Gross profit for the year ended December 31, 2025, was $21.7 million, or 43.5%, compared to $21.3 million, or 42.8%, for the year ended December 31, 2024. Reported gross margin was impacted by discrete items for both years. 2025 included zero-margin DeFloria extract reimbursement supporting Phase 2 clinical trials during the year, gummy insourcing startup costs, the B2B channel restructuring in the third quarter, and a charge related to substandard product disposal in the fourth quarter. In-house gummy manufacturing provided a net gross margin benefit in the fourth quarter and is modelled to further support margin improvement as production scales.

Total SG&A expense for 2025 was $42.0 million, compared to $53.3 million in the prior year. The $11.3 million, or 21.2%, decrease reflects the successful execution of the Company's comprehensive cost optimization strategy, which has reduced SG&A by approximately $33.6 million, or 44.5%, over the past two years.
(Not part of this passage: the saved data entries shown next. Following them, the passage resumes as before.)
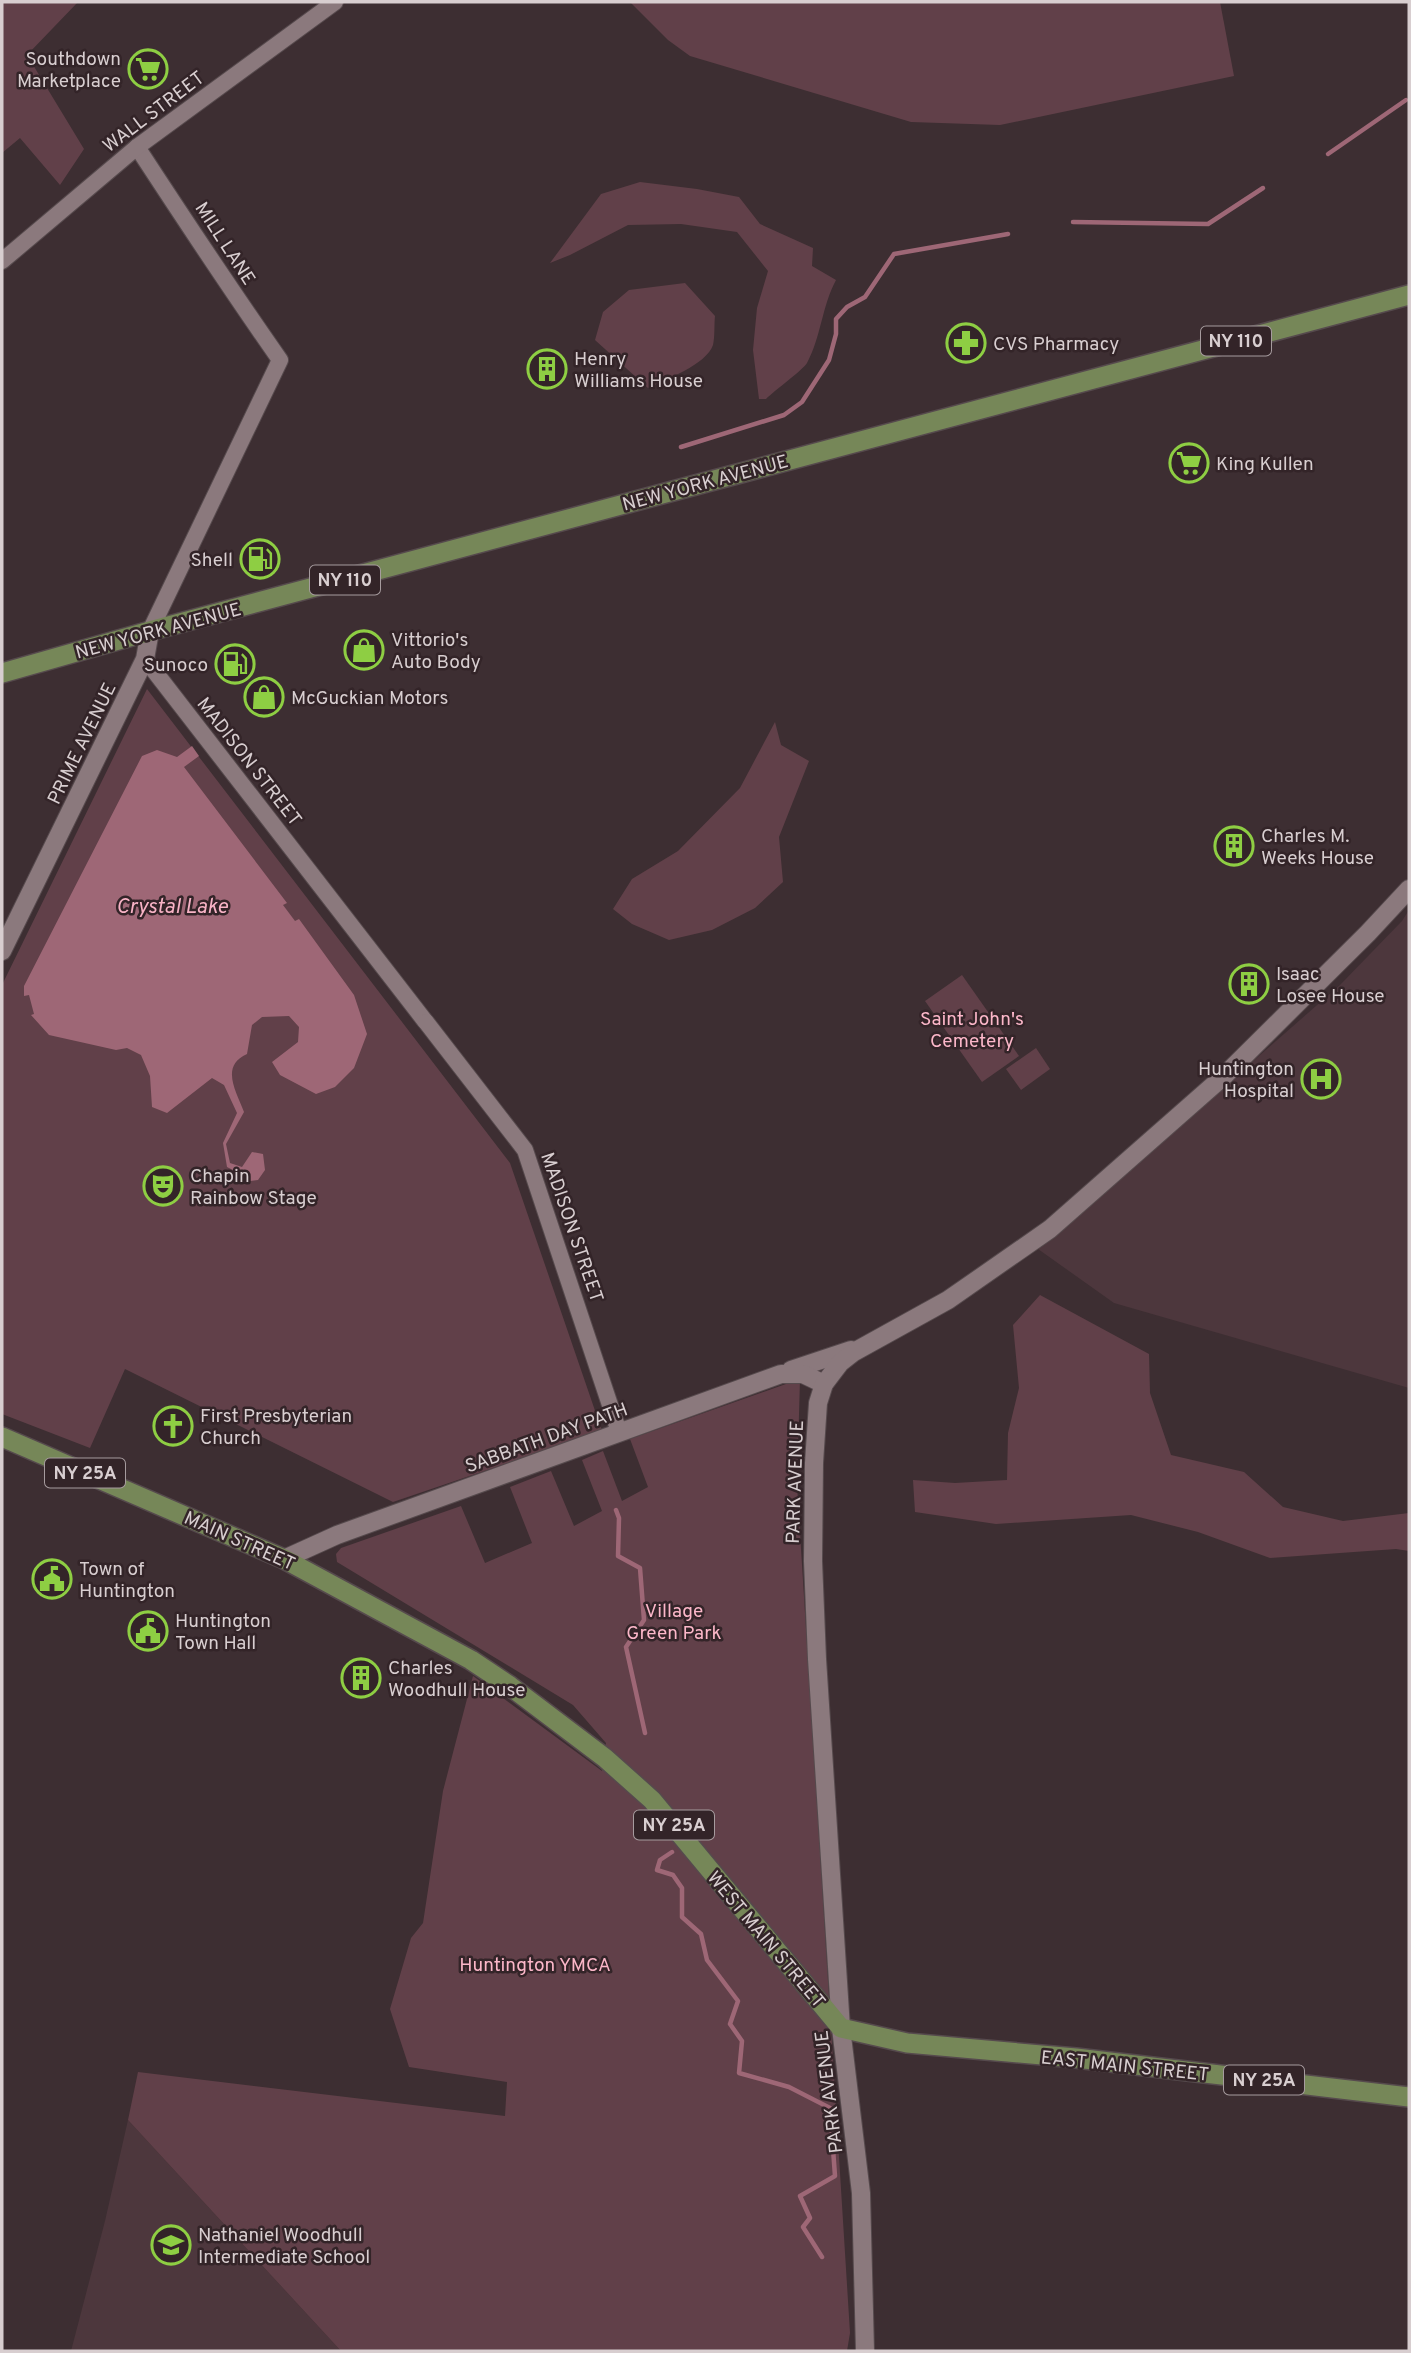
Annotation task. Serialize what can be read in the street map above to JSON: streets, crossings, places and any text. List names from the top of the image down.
{
  "streets": {
    "main road": [
      "NY 110",
      "NEW YORK AVENUE",
      "PRIME AVENUE",
      "SABBATH DAY PATH",
      "NY 25A",
      "PARK AVENUE",
      "MAIN STREET",
      "WEST MAIN STREET",
      "EAST MAIN STREET"
    ],
    "street": ["WALL STREET", "MILL LANE", "MADISON STREET"]
  },
  "crossings": [
    ["WALL STREET", "MILL LANE"],
    ["MILL LANE", "PRIME AVENUE"],
    ["NEW YORK AVENUE", "PRIME AVENUE"],
    ["PRIME AVENUE", "MADISON STREET"],
    ["MADISON STREET", "SABBATH DAY PATH"],
    ["SABBATH DAY PATH", "PARK AVENUE"],
    ["SABBATH DAY PATH", "MAIN STREET"],
    ["PARK AVENUE", "WEST MAIN STREET"],
    ["PARK AVENUE", "EAST MAIN STREET"],
    ["MAIN STREET", "WEST MAIN STREET"],
    ["WEST MAIN STREET", "EAST MAIN STREET"]
  ],
  "water": ["Crystal Lake"],
  "parks": ["Saint John's Cemetery", "Village Green Park", "Huntington YMCA"],
  "places": {
    "supermarket": ["Southdown Marketplace", "King Kullen"],
    "pharmacy": ["CVS Pharmacy"],
    "building": [
      "Henry Williams House",
      "Charles M. Weeks House",
      "Isaac Losee House",
      "Charles Woodhull House"
    ],
    "fuel station": ["Shell", "Sunoco"],
    "shop": ["Vittorio's Auto Body", "McGuckian Motors"],
    "hospital": ["Huntington Hospital"],
    "theatre": ["Chapin Rainbow Stage"],
    "church": ["First Presbyterian Church"],
    "public building": ["Town of Huntington", "Huntington Town Hall"],
    "school or university": ["Nathaniel Woodhull Intermediate School"]
  }
}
The year-over-year decrease was primarily driven by lower personnel costs resulting from workforce optimization initiatives implemented in the second half of 2024, the elimination of significant amortization and media expenses, and continued reductions from contract renegotiations, software optimizations, and improved operating efficiencies.

An operating loss of $20.3 million in 2025 represented a 36.6% improvement from $32.0 million in 2024. Net loss for 2025 was $29.7 million, or $(0.19) per share, basic and diluted, compared to a net loss of $29.8 million, or $(0.19) per share, basic and diluted, in 2024. The net loss in 2025 included a $6.4 million net non-cash change in the fair value of the Company's debt derivative and its investment in DeFloria. Excluding depreciation, amortization, and interest, the Adjusted EBITDA (1) loss for 2025 was $12.9 million, as compared to an Adjusted EBITDA (1) loss of $12.6 million for 2024, which included a higher inventory provision than 2025.

Financial Position

Cash as of December 31, 2025, was $8.0 million, compared to $21.7 million in the prior year. With a declining operating expense base, anticipated gross margin improvements from in-house production, and steady consumer demand across new categories, management expects continued improvement in cash utilization. The recently-announced private placement with BAT, subsequent to the period, is anticipated to provide $10 million in new equity capital, further strengthening the Company's liquidity and working capital position.

With a leaner cost structure, clinical-grade manufacturing capabilities, and strong brand equity, Charlotte's Web is well-positioned to capitalize on emerging botanical wellness opportunities as regulatory clarity advances. Management expects the combination of operating expense control and manufacturing efficiencies to continue to drive improvements in cash flow performance.

"The new BAT Transaction will be transformational for our balance sheet, eliminating material liabilities and adding $10 million in additional capital. As we progress with this strengthened financial foundation to support the anticipated Medicare pilot launch, Charlotte's Web will be well-positioned to convert strategic catalysts into sustainable long-term performance," said Erika Lind, Chief Financial Officer. "With a significantly de-levered capital structure, our focus will shift entirely to operational execution and unlocking the value of our strategic positioning in botanical wellness."

Consolidated Financial Statements and Management's Discussion and Analysis

The Company's consolidated financial statements and accompanying notes for the twelve months ended December 31, 2025, and 2024, and related management's discussion and analysis of financial condition and results of operations ("MD&A"), are reported in the Company's 10-K filing on the Securities and Exchange Commission website at www.sec.gov and on SEDAR+ at www.sedarplus.ca and will be available on the Investor Relations section of the Company's website at https://investors.charlottesweb.com.

Analyst Conference Call

A conference call to review the results is scheduled for today at 11:00 A.M. Eastern Time.

There are three ways to join the call:

A recording of the call will be available through April 7, 2026. To listen to a replay of the earnings call please dial 1-646-517-4150 or 1-888-660-6345 and provide conference replay ID 17777#. A webcast of the call will also be accessible through the investor relations section of the Company's website for an extended period of time.

Subscribe to Charlotte's Web investor news.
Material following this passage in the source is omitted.